## [ASSIGNMENT]
All of the records below are to be printed exactly; the pictures are to be left out.

Saved entries:

________________

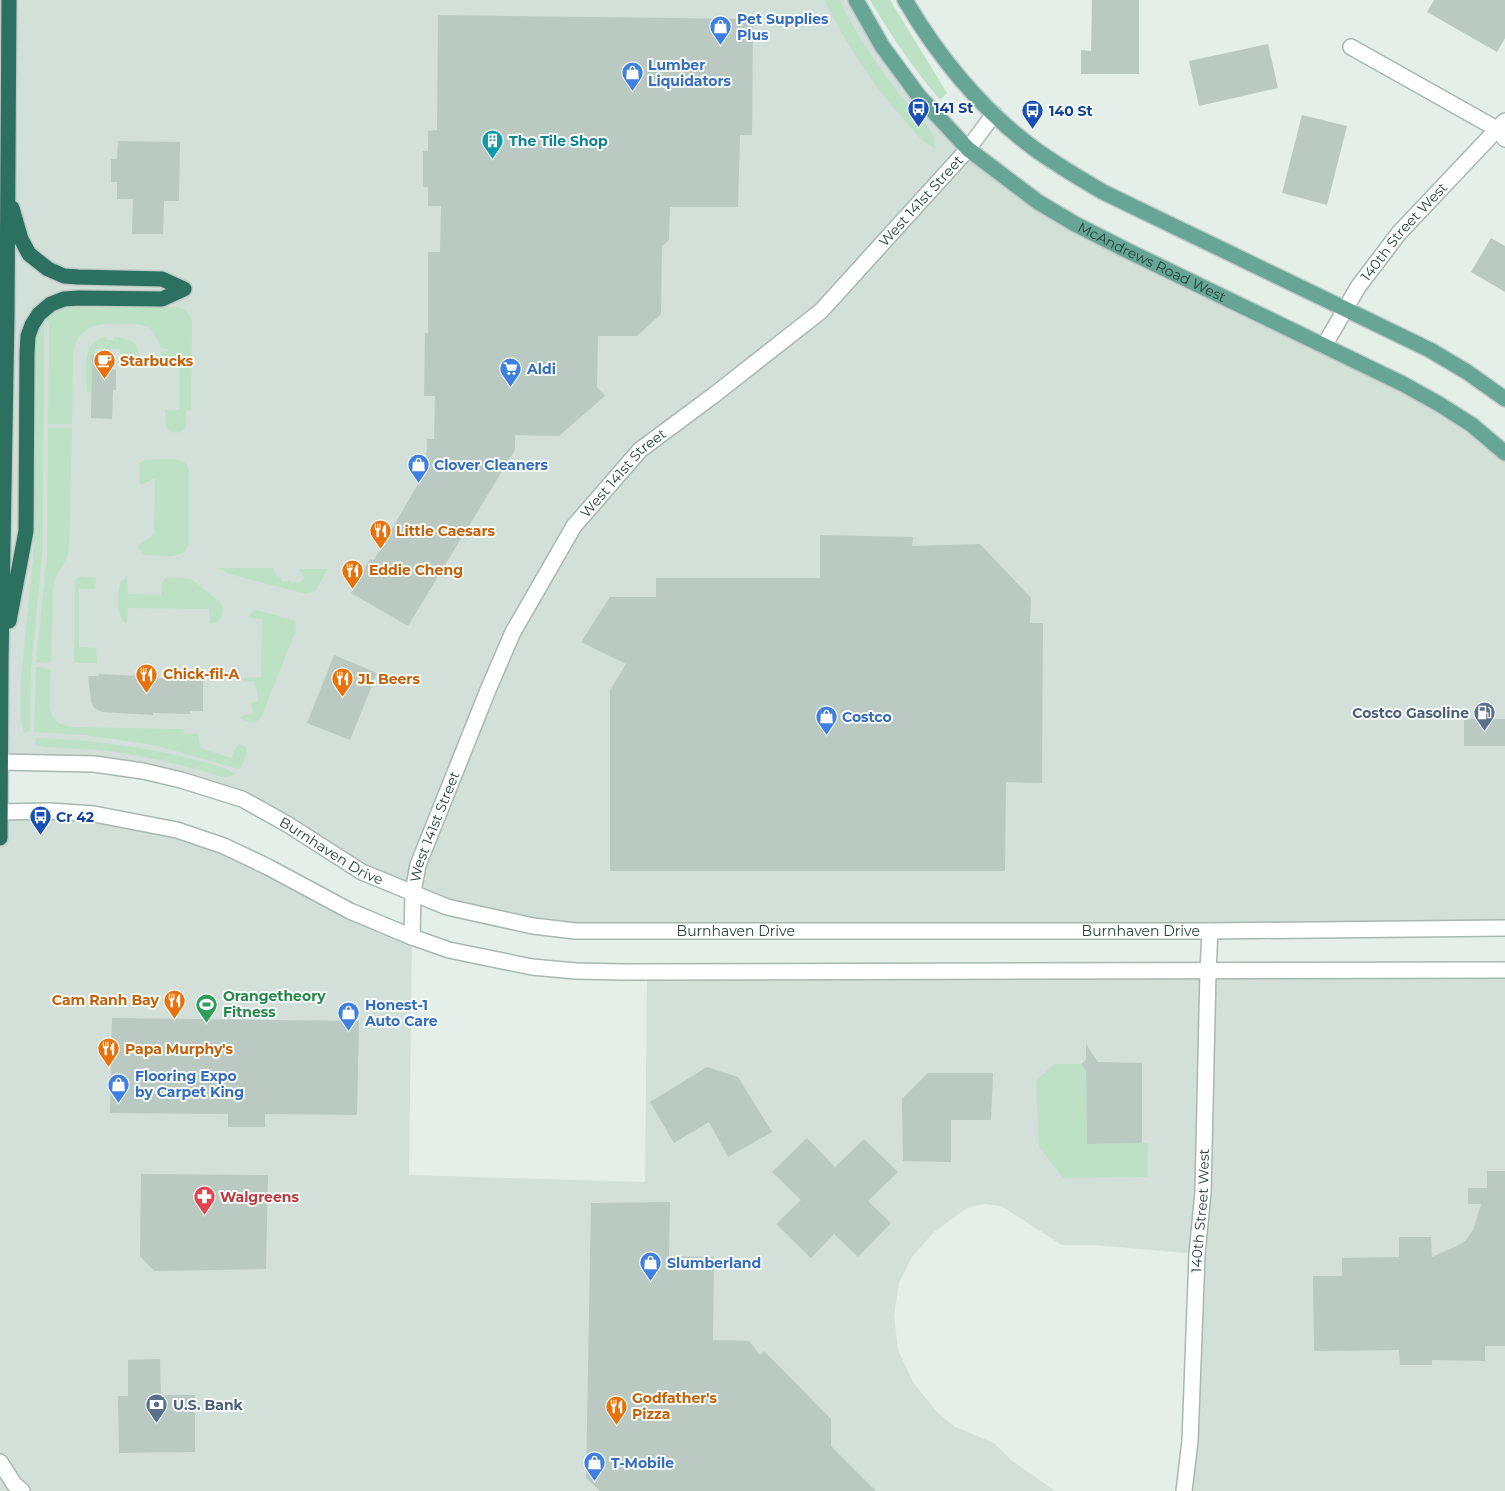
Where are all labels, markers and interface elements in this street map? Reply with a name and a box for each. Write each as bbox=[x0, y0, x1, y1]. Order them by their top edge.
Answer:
place label: Pet Supplies Plus bbox=[737, 10, 829, 44]
shop icon: Pet Supplies Plus bbox=[709, 15, 733, 46]
place label: Lumber Liquidators bbox=[648, 56, 732, 90]
shop icon: Lumber Liquidators bbox=[620, 61, 644, 92]
bus stop icon: 141 St bbox=[906, 96, 930, 127]
place label: 141 St bbox=[934, 99, 973, 117]
bus stop icon: 140 St bbox=[1021, 99, 1045, 130]
place label: 140 St bbox=[1049, 102, 1093, 120]
building icon: The Tile Shop bbox=[481, 129, 505, 160]
place label: The Tile Shop bbox=[509, 132, 608, 150]
street label: West 141st Street bbox=[875, 151, 967, 250]
street label: 140th Street West bbox=[1357, 178, 1451, 285]
street label: McAndrews Road West bbox=[1075, 218, 1229, 306]
cafe icon: Starbucks bbox=[92, 349, 116, 380]
place label: Starbucks bbox=[120, 352, 194, 370]
supermarket icon: Aldi bbox=[499, 357, 523, 388]
place label: Aldi bbox=[526, 360, 556, 378]
street label: West 141st Street bbox=[576, 424, 670, 521]
shop icon: Clover Cleaners bbox=[406, 453, 430, 484]
place label: Clover Cleaners bbox=[434, 456, 549, 474]
restaurant icon: Little Caesars bbox=[368, 519, 392, 550]
place label: Little Caesars bbox=[396, 522, 495, 540]
restaurant icon: Eddie Cheng bbox=[341, 558, 365, 589]
place label: Eddie Cheng bbox=[369, 561, 463, 579]
restaurant icon: Chick-fil-A bbox=[135, 662, 159, 693]
place label: Chick-fil-A bbox=[163, 665, 240, 683]
restaurant icon: JL Beers bbox=[330, 667, 354, 698]
place label: JL Beers bbox=[357, 670, 420, 688]
fuel station icon: Costco Gasoline bbox=[1473, 701, 1497, 732]
place label: Costco Gasoline bbox=[1352, 704, 1469, 722]
shop icon: Costco bbox=[814, 705, 838, 736]
place label: Costco bbox=[842, 708, 892, 726]
street label: West 141st Street bbox=[406, 768, 464, 883]
bus stop icon: Cr 42 bbox=[28, 805, 52, 836]
place label: Cr 42 bbox=[56, 808, 94, 826]
street label: Burnhaven Drive bbox=[276, 813, 386, 889]
street label: Burnhaven Drive bbox=[677, 922, 795, 940]
street label: Burnhaven Drive bbox=[1082, 922, 1200, 940]
place label: Orangetheory Fitness bbox=[223, 987, 326, 1021]
restaurant icon: Cam Ranh Bay bbox=[163, 988, 187, 1019]
place label: Cam Ranh Bay bbox=[52, 991, 160, 1009]
sports icon: Orangetheory Fitness bbox=[195, 992, 219, 1023]
place label: Honest-1 Auto Care bbox=[364, 996, 438, 1030]
shop icon: Honest-1 Auto Care bbox=[337, 1001, 361, 1032]
restaurant icon: Papa Murphy's bbox=[97, 1037, 121, 1068]
place label: Papa Murphy's bbox=[125, 1040, 234, 1058]
place label: Flooring Expo by Carpet King bbox=[135, 1067, 244, 1101]
shop icon: Flooring Expo by Carpet King bbox=[107, 1072, 131, 1103]
street label: 140th Street West bbox=[1187, 1148, 1213, 1273]
pharmacy icon: Walgreens bbox=[192, 1185, 216, 1216]
place label: Walgreens bbox=[220, 1188, 299, 1206]
shop icon: Slumberland bbox=[639, 1251, 663, 1282]
place label: Slumberland bbox=[667, 1254, 761, 1272]
place label: Godfather's Pizza bbox=[632, 1389, 717, 1423]
bank icon: U.S. Bank bbox=[145, 1393, 169, 1424]
restaurant icon: Godfather's Pizza bbox=[604, 1394, 628, 1425]
place label: U.S. Bank bbox=[173, 1396, 244, 1414]
shop icon: T-Mobile bbox=[583, 1451, 607, 1482]
place label: T-Mobile bbox=[611, 1454, 674, 1472]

________________

## [EXPECTED ANSWER]
Where are all labels, markers and interface elements in this street map? Reply with a name and a box for each. Write each as bbox=[x0, y0, x1, y1]. Order them by their top edge.
Answer:
place label: Pet Supplies Plus bbox=[737, 10, 829, 44]
shop icon: Pet Supplies Plus bbox=[709, 15, 733, 46]
place label: Lumber Liquidators bbox=[648, 56, 732, 90]
shop icon: Lumber Liquidators bbox=[620, 61, 644, 92]
bus stop icon: 141 St bbox=[906, 96, 930, 127]
place label: 141 St bbox=[934, 99, 973, 117]
bus stop icon: 140 St bbox=[1021, 99, 1045, 130]
place label: 140 St bbox=[1049, 102, 1093, 120]
building icon: The Tile Shop bbox=[481, 129, 505, 160]
place label: The Tile Shop bbox=[509, 132, 608, 150]
street label: West 141st Street bbox=[875, 151, 967, 250]
street label: 140th Street West bbox=[1357, 178, 1451, 285]
street label: McAndrews Road West bbox=[1075, 218, 1229, 306]
cafe icon: Starbucks bbox=[92, 349, 116, 380]
place label: Starbucks bbox=[120, 352, 194, 370]
supermarket icon: Aldi bbox=[499, 357, 523, 388]
place label: Aldi bbox=[526, 360, 556, 378]
street label: West 141st Street bbox=[576, 424, 670, 521]
shop icon: Clover Cleaners bbox=[406, 453, 430, 484]
place label: Clover Cleaners bbox=[434, 456, 549, 474]
restaurant icon: Little Caesars bbox=[368, 519, 392, 550]
place label: Little Caesars bbox=[396, 522, 495, 540]
restaurant icon: Eddie Cheng bbox=[341, 558, 365, 589]
place label: Eddie Cheng bbox=[369, 561, 463, 579]
restaurant icon: Chick-fil-A bbox=[135, 662, 159, 693]
place label: Chick-fil-A bbox=[163, 665, 240, 683]
restaurant icon: JL Beers bbox=[330, 667, 354, 698]
place label: JL Beers bbox=[357, 670, 420, 688]
fuel station icon: Costco Gasoline bbox=[1473, 701, 1497, 732]
place label: Costco Gasoline bbox=[1352, 704, 1469, 722]
shop icon: Costco bbox=[814, 705, 838, 736]
place label: Costco bbox=[842, 708, 892, 726]
street label: West 141st Street bbox=[406, 768, 464, 883]
bus stop icon: Cr 42 bbox=[28, 805, 52, 836]
place label: Cr 42 bbox=[56, 808, 94, 826]
street label: Burnhaven Drive bbox=[276, 813, 386, 889]
street label: Burnhaven Drive bbox=[677, 922, 795, 940]
street label: Burnhaven Drive bbox=[1082, 922, 1200, 940]
place label: Orangetheory Fitness bbox=[223, 987, 326, 1021]
restaurant icon: Cam Ranh Bay bbox=[163, 988, 187, 1019]
place label: Cam Ranh Bay bbox=[52, 991, 160, 1009]
sports icon: Orangetheory Fitness bbox=[195, 992, 219, 1023]
place label: Honest-1 Auto Care bbox=[364, 996, 438, 1030]
shop icon: Honest-1 Auto Care bbox=[337, 1001, 361, 1032]
restaurant icon: Papa Murphy's bbox=[97, 1037, 121, 1068]
place label: Papa Murphy's bbox=[125, 1040, 234, 1058]
place label: Flooring Expo by Carpet King bbox=[135, 1067, 244, 1101]
shop icon: Flooring Expo by Carpet King bbox=[107, 1072, 131, 1103]
street label: 140th Street West bbox=[1187, 1148, 1213, 1273]
pharmacy icon: Walgreens bbox=[192, 1185, 216, 1216]
place label: Walgreens bbox=[220, 1188, 299, 1206]
shop icon: Slumberland bbox=[639, 1251, 663, 1282]
place label: Slumberland bbox=[667, 1254, 761, 1272]
place label: Godfather's Pizza bbox=[632, 1389, 717, 1423]
bank icon: U.S. Bank bbox=[145, 1393, 169, 1424]
restaurant icon: Godfather's Pizza bbox=[604, 1394, 628, 1425]
place label: U.S. Bank bbox=[173, 1396, 244, 1414]
shop icon: T-Mobile bbox=[583, 1451, 607, 1482]
place label: T-Mobile bbox=[611, 1454, 674, 1472]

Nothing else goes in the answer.